CHAPTER III
THE MAKING OF A “CHANEY MAN”
“We’re bound for the choppin’s at Chamberlain Lake,
And we’re lookin’ for trouble and suthin’ to take.
We reckon we’ll manage this end of the train,
And we’ll leave a red streak up the centre of Maine.”
—Murphy’s “Come-all-ye.”
A company of reserves posted in a thicket, after valiantly withstanding the hammering of a battery, were suddenly routed by wasps. They broke and ran like the veriest knaves.
Dwight Wade had determined to face John Barrett’s battery of persecution. But at the end of a week he realized that the little city of Stillwater was looking askance at him. He knew that gossip attended his steps and stood ever at his shoulders, as one from the tail of the eye sees shadowy visions and, turning suddenly, finds them gone.
That John Barrett would deliberately start stories in which his daughter’s affairs were concerned seemed incredible to the lover who, for the sake of her fair fame and her peace of mind, had resolved to make fetish of duty, realizing even better than she herself that Elva Barrett’s sense of justice would weigh well her duties as daughter before she could be won to the duties of wife.

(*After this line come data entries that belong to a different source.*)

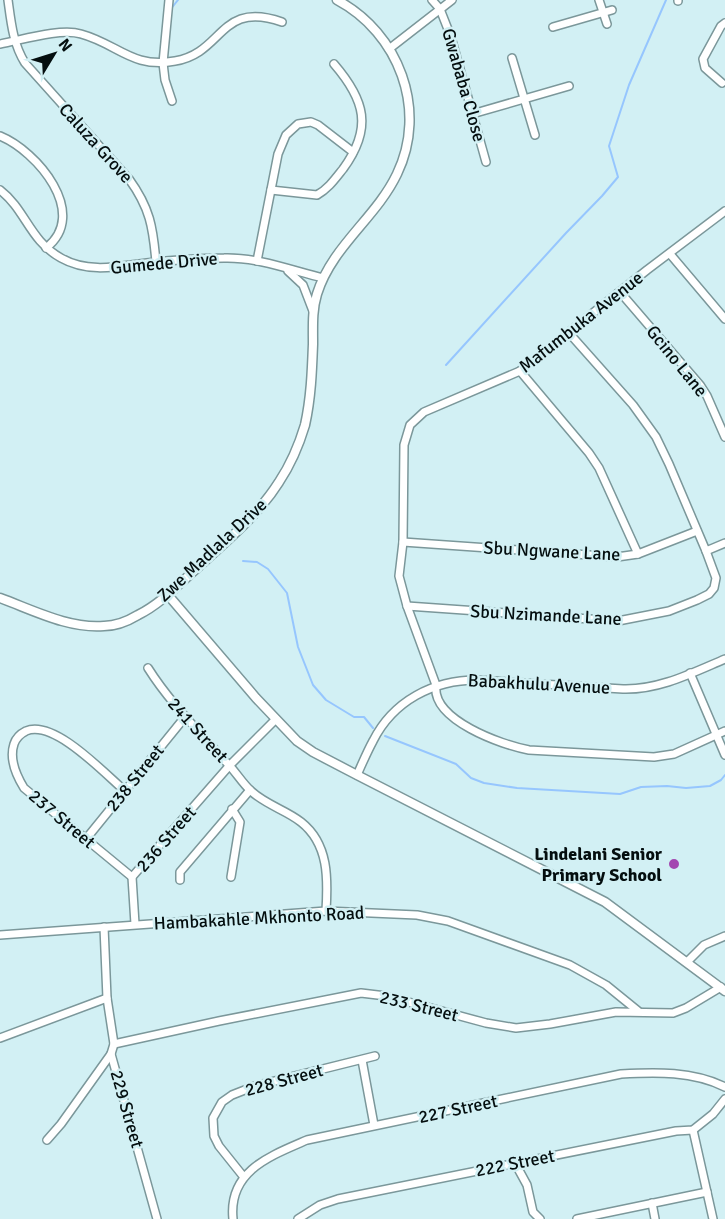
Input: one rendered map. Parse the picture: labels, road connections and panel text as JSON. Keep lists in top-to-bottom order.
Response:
{
  "streets": {
    "street": [
      "Gwababa Close",
      "Caluza Grove",
      "Gumede Drive",
      "Mafumbuka Avenue",
      "Gcino Lane",
      "Zwe Madlala Drive",
      "Sbu Ngwane Lane",
      "Sbu Nzimande Lane",
      "Babakhulu Avenue",
      "241 Street",
      "238 Street",
      "237 Street",
      "236 Street",
      "Hambakahle Mkhonto Road",
      "233 Street",
      "228 Street",
      "229 Street",
      "227 Street",
      "222 Street"
    ]
  },
  "crossings": [
    ["Caluza Grove", "Gumede Drive"],
    ["Gumede Drive", "Zwe Madlala Drive"],
    ["Mafumbuka Avenue", "Gcino Lane"],
    ["Mafumbuka Avenue", "Sbu Ngwane Lane"],
    ["Mafumbuka Avenue", "Sbu Nzimande Lane"],
    ["Mafumbuka Avenue", "Babakhulu Avenue"],
    ["241 Street", "238 Street"],
    ["241 Street", "236 Street"],
    ["241 Street", "Hambakahle Mkhonto Road"],
    ["238 Street", "237 Street"],
    ["237 Street", "236 Street"],
    ["236 Street", "Hambakahle Mkhonto Road"],
    ["Hambakahle Mkhonto Road", "233 Street"],
    ["Hambakahle Mkhonto Road", "229 Street"],
    ["233 Street", "229 Street"],
    ["228 Street", "227 Street"]
  ],
  "places": ["Lindelani Senior Primary School"],
  "north": "top right"
}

Yet Wade could hardly tell why he determined to stay in Stillwater. He wanted to console himself with the belief that a sudden departure would give gossip the proof it wanted. For gossip, as he caught its vague whispers, said that John Barrett had kicked—actually and violently kicked—the principal of the Stillwater high-school out of his mansion. Wade did not like to think that Barrett, by himself or a servant, started that story. Yet the thought made Wade suspect that the bitterness of the night at “Oaklands” still rankled, and that he was remaining in Stillwater for the sake of defying John Barrett, and was not simply crucifying his spirit for the sake of the peace of John Barrett’s daughter.